Robohub.org
 

ENRICH will test robots in real world radiological and nuclear scenarios

by
13 February 2017



share this:

The Zwentendorf Nuclear Power Plant in Austria was completely built but never put into operation. Reactor supervision and decommissioning is one important operational area for robots in the RN domain.

There is significant potential for the use of unmanned vehicles in scenarios involving radiological and nuclear (RN) threats. The European Reference Network for Critical Infrastructure Protection (ERNCIP) has therefore established a thematic group on the protection of critical infrastructure from Radiological and Nuclear Threats (RNTs).
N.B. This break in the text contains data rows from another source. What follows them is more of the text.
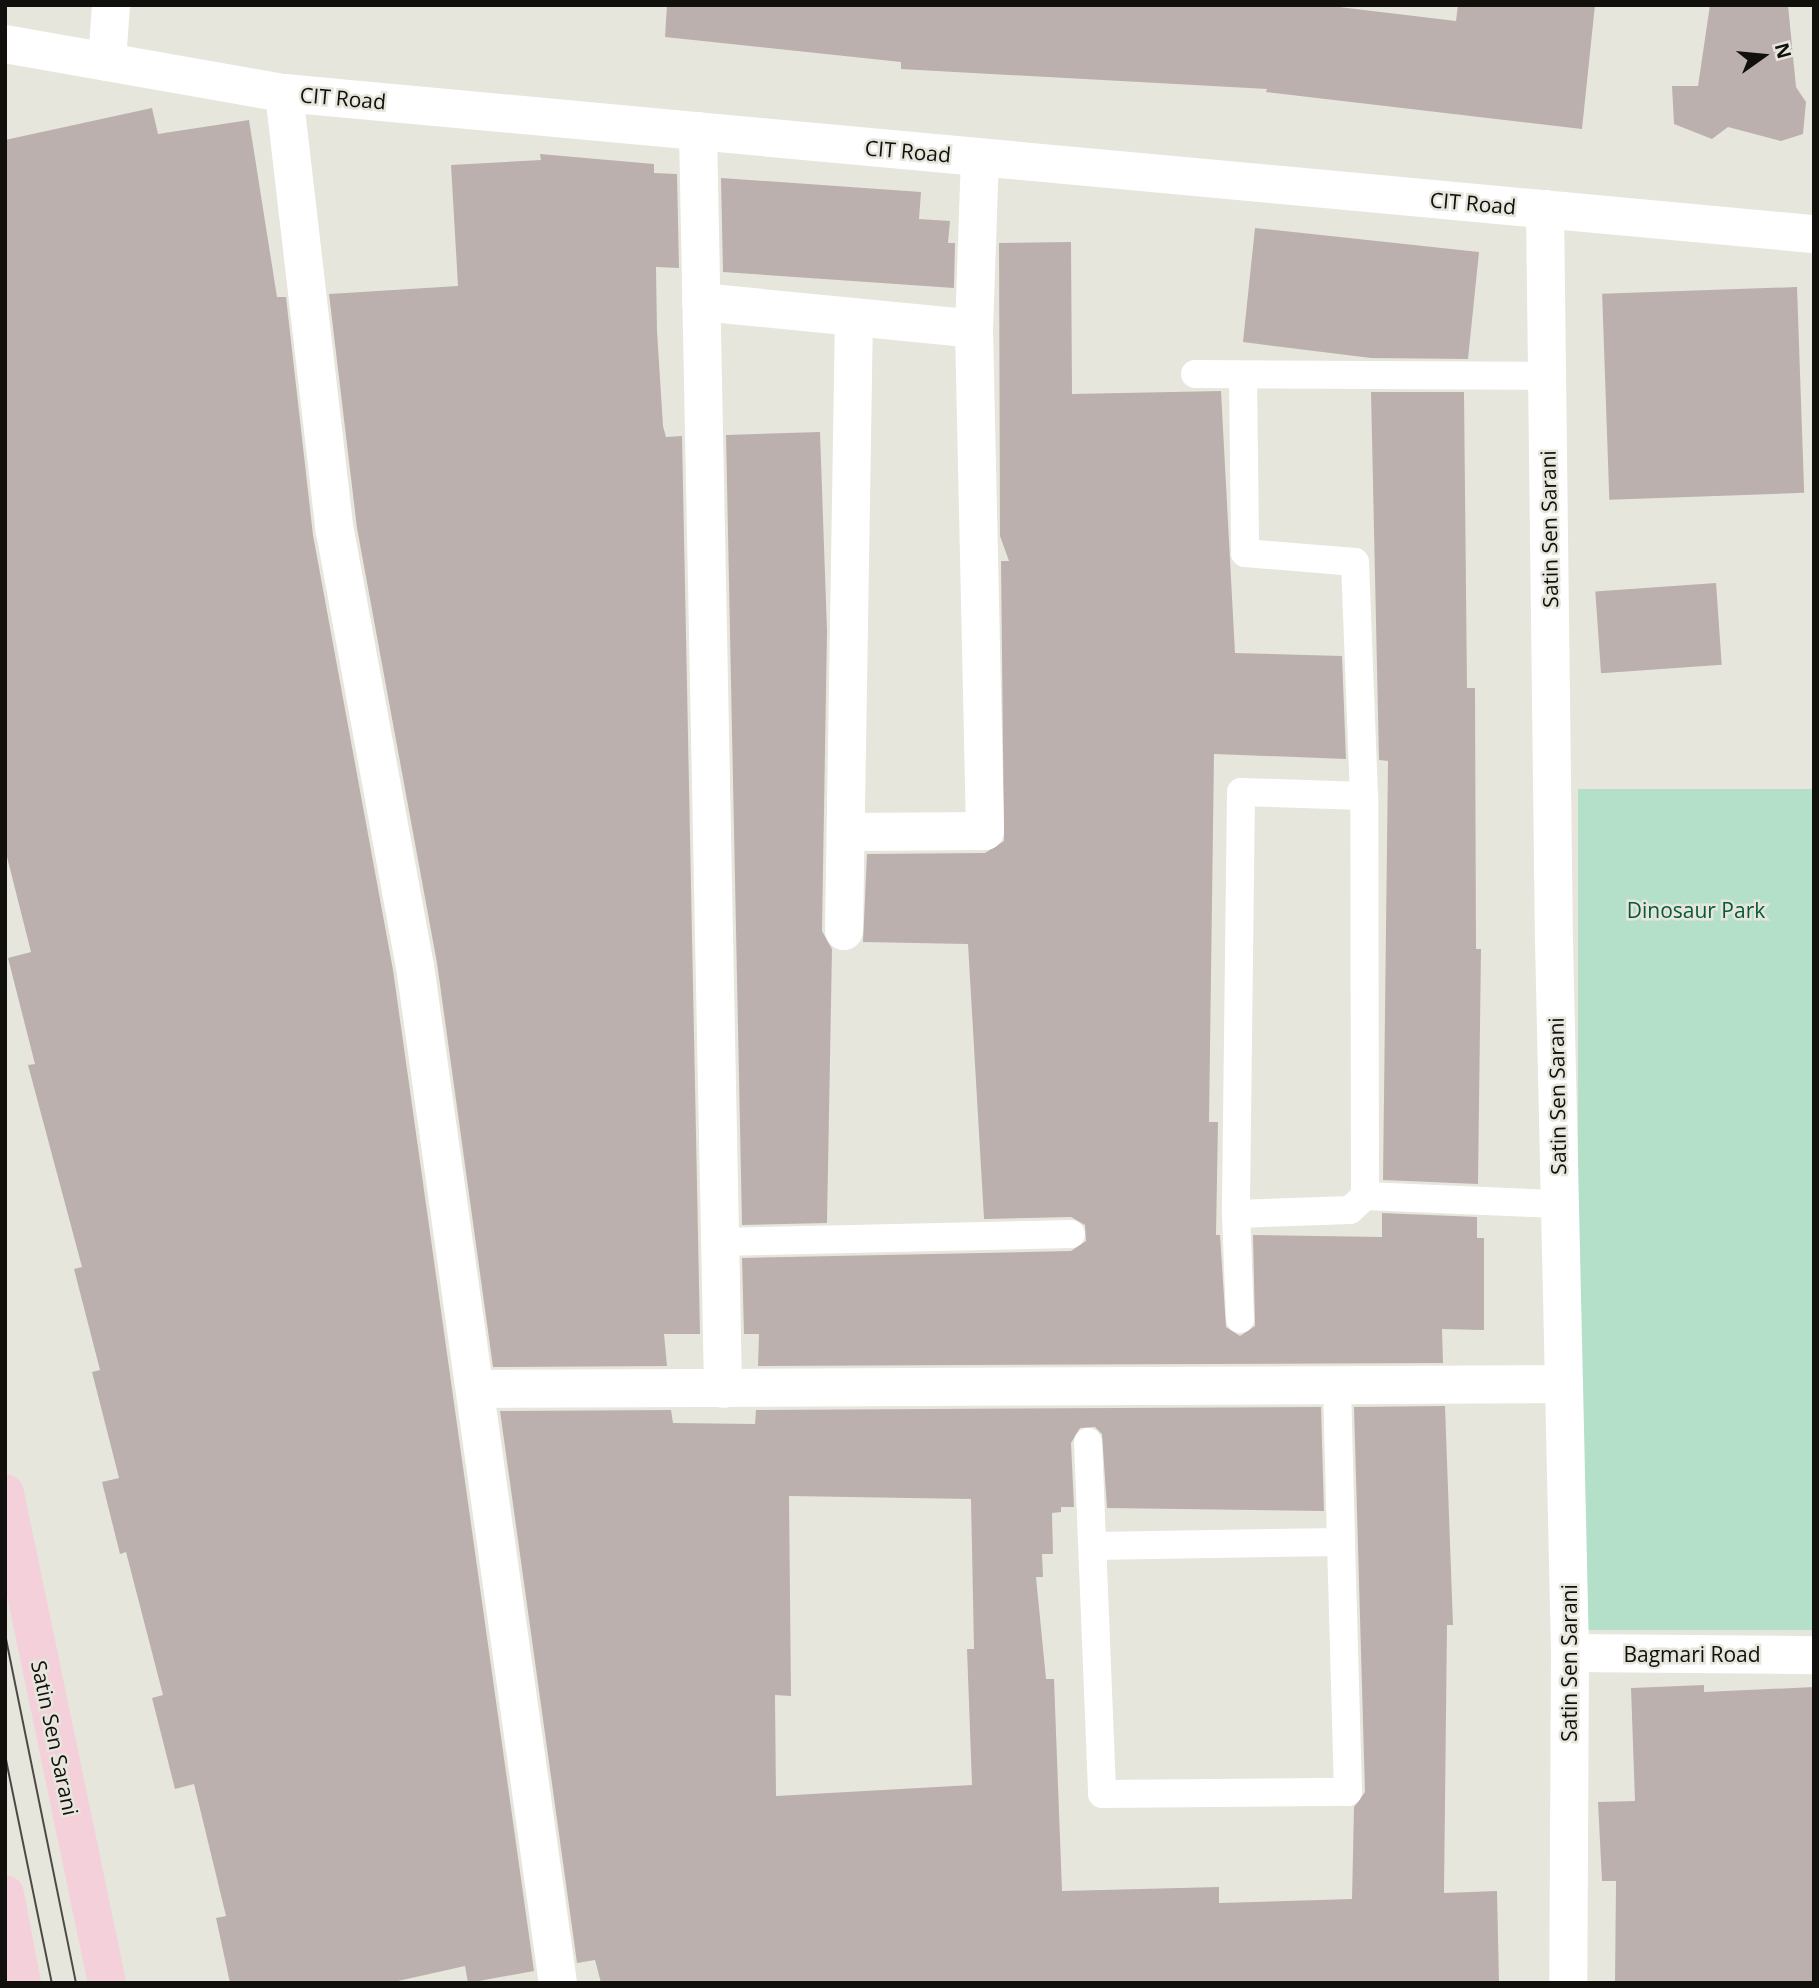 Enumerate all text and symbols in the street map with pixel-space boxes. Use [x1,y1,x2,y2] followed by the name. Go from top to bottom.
[1728,21,1798,91] north arrow
[1769,40,1798,61] text: N
[299,82,387,114] street label: CIT Road
[864,135,952,167] street label: CIT Road
[1429,187,1517,219] street label: CIT Road
[1535,450,1563,608] street label: Satin Sen Sarani
[1627,897,1765,923] park label: Dinosaur Park
[1543,1017,1571,1175] street label: Satin Sen Sarani
[1556,1584,1582,1742] street label: Satin Sen Sarani
[1623,1641,1761,1667] street label: Bagmari Road
[26,1658,84,1818] street label: Satin Sen Sarani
The group looks at issues such as standardisation of deployment protocols, response procedures and the use of unmanned systems. Possible threats involve measurement and sampling scenarios that are too risky for humans to carry out, also in the event of criminal or unauthorised acts involving nuclear or other radioactive material. Situations envisaged for the use of unmanned ground vehicles (UGV) are:

  • Reactor supervision and related accidents, such as Chernobyl and Fukushima;
  • Illicit release of radioactive material (radiological dispersion devices and dirty bombs before or after an explosion);
  • Search of sources out of regulatory control;
  • Long-term measurements.

Lessons learned from incidents such as Fukushima and Chernobyl, as well as from decommissioning of old nuclear power plants, show that robots have certain advantages. Robots can operate in areas with high radiation, danger of explosives, for example Boiling Liquid Expanding Vapour Explosions (BLEVE), collapsing structures, Improvised Explosive Devices (IED), booby traps, aggressive chemicals (e.g. Chlortrifluorid) and extreme heat. Additionally, they can manipulate the environment and take samples. Robots can also be used for long-time surveillance of contaminated areas and for monitoring the movements of a threat using real-time data from mobile sensors.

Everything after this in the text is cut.